L’intelligence de l’Homme s’est déve­lop­pée au point d’effacer son ins­tinct ani­mal et de faire appa­raître une idéo­lo­gie, un puri­ta­nisme, une peur irra­tion­nelle de la graisse ani­male. Ce que l’Homme pense aujourd’­hui être un poi­son est pour­tant le remède aux maux nutri­tion­nels qu’il a lui-même développés.

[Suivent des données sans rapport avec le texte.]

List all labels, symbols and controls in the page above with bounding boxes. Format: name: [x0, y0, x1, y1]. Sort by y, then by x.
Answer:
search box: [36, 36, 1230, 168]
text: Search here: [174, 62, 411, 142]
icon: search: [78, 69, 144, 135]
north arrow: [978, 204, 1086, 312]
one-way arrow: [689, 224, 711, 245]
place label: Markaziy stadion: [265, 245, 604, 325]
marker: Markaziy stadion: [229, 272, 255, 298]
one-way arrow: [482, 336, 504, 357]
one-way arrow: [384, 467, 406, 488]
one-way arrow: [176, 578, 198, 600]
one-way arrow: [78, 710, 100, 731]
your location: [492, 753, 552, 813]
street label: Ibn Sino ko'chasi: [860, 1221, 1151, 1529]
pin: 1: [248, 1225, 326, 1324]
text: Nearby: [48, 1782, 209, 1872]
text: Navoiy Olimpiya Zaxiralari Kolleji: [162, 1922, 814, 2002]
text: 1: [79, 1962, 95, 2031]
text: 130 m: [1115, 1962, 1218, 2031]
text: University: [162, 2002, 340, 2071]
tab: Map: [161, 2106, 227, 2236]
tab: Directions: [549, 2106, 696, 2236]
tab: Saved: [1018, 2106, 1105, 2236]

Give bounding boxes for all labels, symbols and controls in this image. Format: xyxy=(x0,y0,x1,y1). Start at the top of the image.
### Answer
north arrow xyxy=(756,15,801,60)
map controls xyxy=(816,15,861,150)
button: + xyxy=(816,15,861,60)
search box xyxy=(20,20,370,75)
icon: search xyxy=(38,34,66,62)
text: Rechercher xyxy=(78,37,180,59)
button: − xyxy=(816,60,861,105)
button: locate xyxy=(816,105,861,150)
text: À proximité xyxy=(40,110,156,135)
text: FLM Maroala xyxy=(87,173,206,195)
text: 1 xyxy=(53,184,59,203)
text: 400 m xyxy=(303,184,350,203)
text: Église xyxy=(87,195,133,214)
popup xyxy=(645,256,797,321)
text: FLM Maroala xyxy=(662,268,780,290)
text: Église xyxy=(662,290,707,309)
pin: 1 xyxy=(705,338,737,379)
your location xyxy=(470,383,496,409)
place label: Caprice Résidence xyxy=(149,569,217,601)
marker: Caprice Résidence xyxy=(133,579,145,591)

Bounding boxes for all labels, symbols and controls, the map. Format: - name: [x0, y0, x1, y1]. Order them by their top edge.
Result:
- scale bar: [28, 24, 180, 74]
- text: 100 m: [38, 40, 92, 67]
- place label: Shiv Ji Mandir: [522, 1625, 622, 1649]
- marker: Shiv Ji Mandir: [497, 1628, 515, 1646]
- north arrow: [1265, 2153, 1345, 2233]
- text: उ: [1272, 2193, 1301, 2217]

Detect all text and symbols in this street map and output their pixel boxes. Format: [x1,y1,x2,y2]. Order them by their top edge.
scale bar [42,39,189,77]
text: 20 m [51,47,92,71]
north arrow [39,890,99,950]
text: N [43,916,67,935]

L’Homme intel­li­gent pos­sède un niveau d’empathie éle­vé, une sen­si­bi­li­té déve­lop­pée, et un sen­sua­lisme que la nature n’a pas. Mais le sen­sua­liste est incom­pé­tent pour sta­tuer sur les rai­sons de la nature. La nature ne cherche à com­plaire à aucune phi­lo­so­phie, idéo­lo­gie ou croyance. L’Homme n’a pas à craindre ce que son fonc­tion­ne­ment géné­tique réclame de façon impé­rieuse, la graisse ani­male. L’Homme n’a pas à avoir honte d’être ce que la nature a fait de lui : un omni­vore en quête de gras. L’Homme n’est pas un meur­trier parce qu’il consomme de la graisse ani­male, il doit juste agir avec huma­ni­té, empa­thie et intel­li­gence de façon à conser­ver sa dignité.